→ Material shown:
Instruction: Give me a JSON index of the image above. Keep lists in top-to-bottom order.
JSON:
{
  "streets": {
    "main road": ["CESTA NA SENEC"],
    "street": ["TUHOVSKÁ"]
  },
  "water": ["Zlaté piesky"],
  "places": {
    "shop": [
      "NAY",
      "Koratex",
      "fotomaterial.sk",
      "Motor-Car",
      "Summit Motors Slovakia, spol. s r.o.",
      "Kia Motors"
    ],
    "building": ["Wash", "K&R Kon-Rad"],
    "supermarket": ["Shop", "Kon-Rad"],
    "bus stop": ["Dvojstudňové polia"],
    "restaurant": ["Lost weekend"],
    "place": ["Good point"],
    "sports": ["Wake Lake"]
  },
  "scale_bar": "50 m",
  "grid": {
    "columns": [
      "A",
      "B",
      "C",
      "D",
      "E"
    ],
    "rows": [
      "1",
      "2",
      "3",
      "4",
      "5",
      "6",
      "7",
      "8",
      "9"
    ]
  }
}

→ Activity:
Reproduce the material exactly, with every line intact.

→ Answer space:
Instruction: Give me a JSON index of the image above. Keep lists in top-to-bottom order.
JSON:
{
  "streets": {
    "main road": ["CESTA NA SENEC"],
    "street": ["TUHOVSKÁ"]
  },
  "water": ["Zlaté piesky"],
  "places": {
    "shop": [
      "NAY",
      "Koratex",
      "fotomaterial.sk",
      "Motor-Car",
      "Summit Motors Slovakia, spol. s r.o.",
      "Kia Motors"
    ],
    "building": ["Wash", "K&R Kon-Rad"],
    "supermarket": ["Shop", "Kon-Rad"],
    "bus stop": ["Dvojstudňové polia"],
    "restaurant": ["Lost weekend"],
    "place": ["Good point"],
    "sports": ["Wake Lake"]
  },
  "scale_bar": "50 m",
  "grid": {
    "columns": [
      "A",
      "B",
      "C",
      "D",
      "E"
    ],
    "rows": [
      "1",
      "2",
      "3",
      "4",
      "5",
      "6",
      "7",
      "8",
      "9"
    ]
  }
}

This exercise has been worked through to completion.